Planning for a federal retirement may seem straightforward, with plenty of information available for anyone to learn and understand. Yet, why aren’t more people becoming TSP millionaires? Why do some federal employees, nearing retirement, suddenly realize they need to keep working longer than expected to afford retirement? The reason is that while the formula for a successful retirement is simple, maintaining the discipline required throughout one’s life and career is far from easy.
If someone starts their career with the federal government, works for 30 years, and consistently contributes to their TSP, they should have no trouble retiring comfortably. So where do people go off track? What steps can be taken to ensure they can afford to retire as soon as they’re eligible? Below is a list of important considerations to keep in mind throughout one’s career.

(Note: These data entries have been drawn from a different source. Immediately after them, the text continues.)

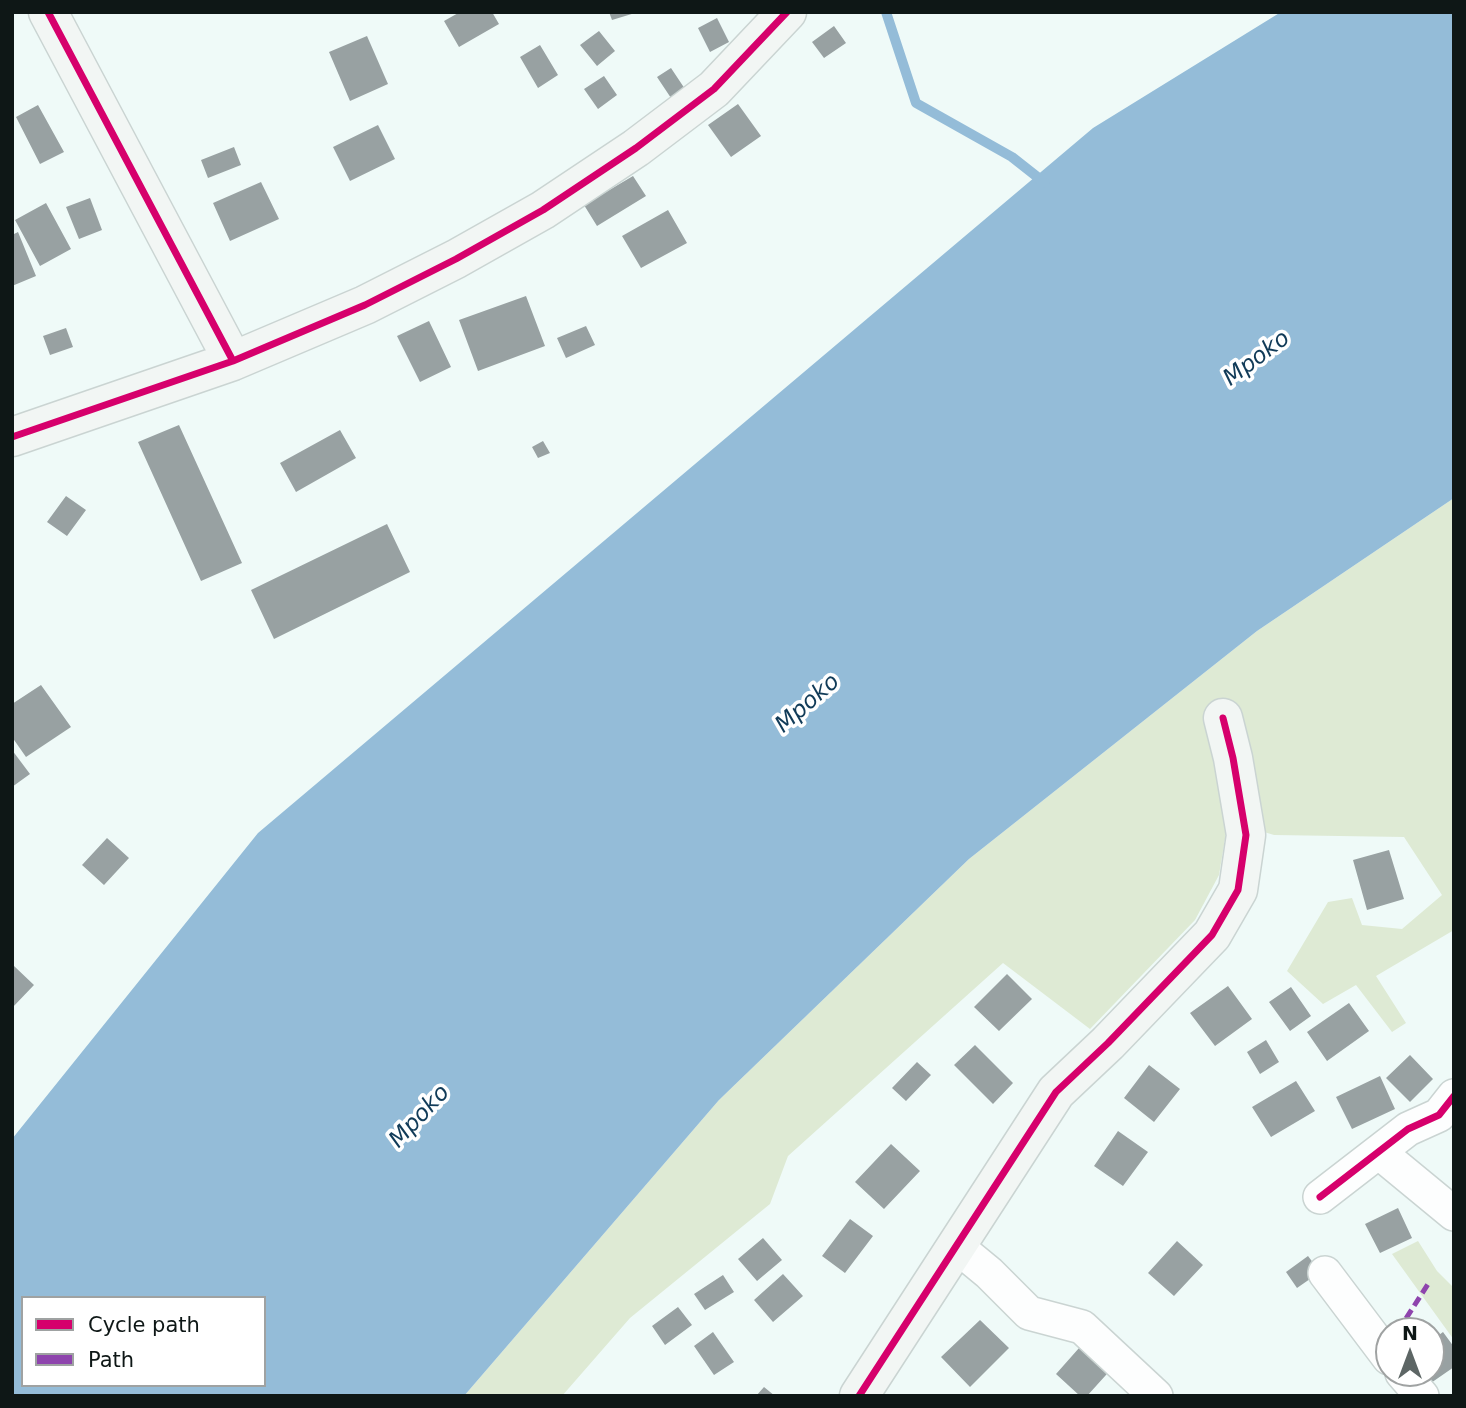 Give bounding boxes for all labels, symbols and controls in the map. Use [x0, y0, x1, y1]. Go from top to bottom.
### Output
water label: Mpoko [1218, 325, 1296, 393]
water label: Mpoko [770, 669, 846, 739]
water label: Mpoko [384, 1080, 456, 1154]
legend [21, 1296, 266, 1387]
text: Cycle path [88, 1313, 200, 1337]
north arrow [1375, 1317, 1445, 1387]
text: N [1402, 1322, 1418, 1344]
text: Path [88, 1348, 134, 1372]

Build a Savings/Budget Plan and Stick to It
Most people can’t accurately say how much they spend each month, and the reasons for this vary widely. However, for those who recognize the need to cut spending and save more, it’s crucial to understand the underlying causes of their financial habits. While many articles offer advice on effective budgeting, a few key strategies can help: automatically earmarking money for savings before it reaches the checking account, steadily increasing TSP contributions with each promotion or raise, and regularly reflecting on the importance of saving for the future.
Life Insurance
Many federal employees are often unaware of the full range of benefits available to them through the government and, as a result, seek additional insurance in the private market. This leads to many people being overinsured.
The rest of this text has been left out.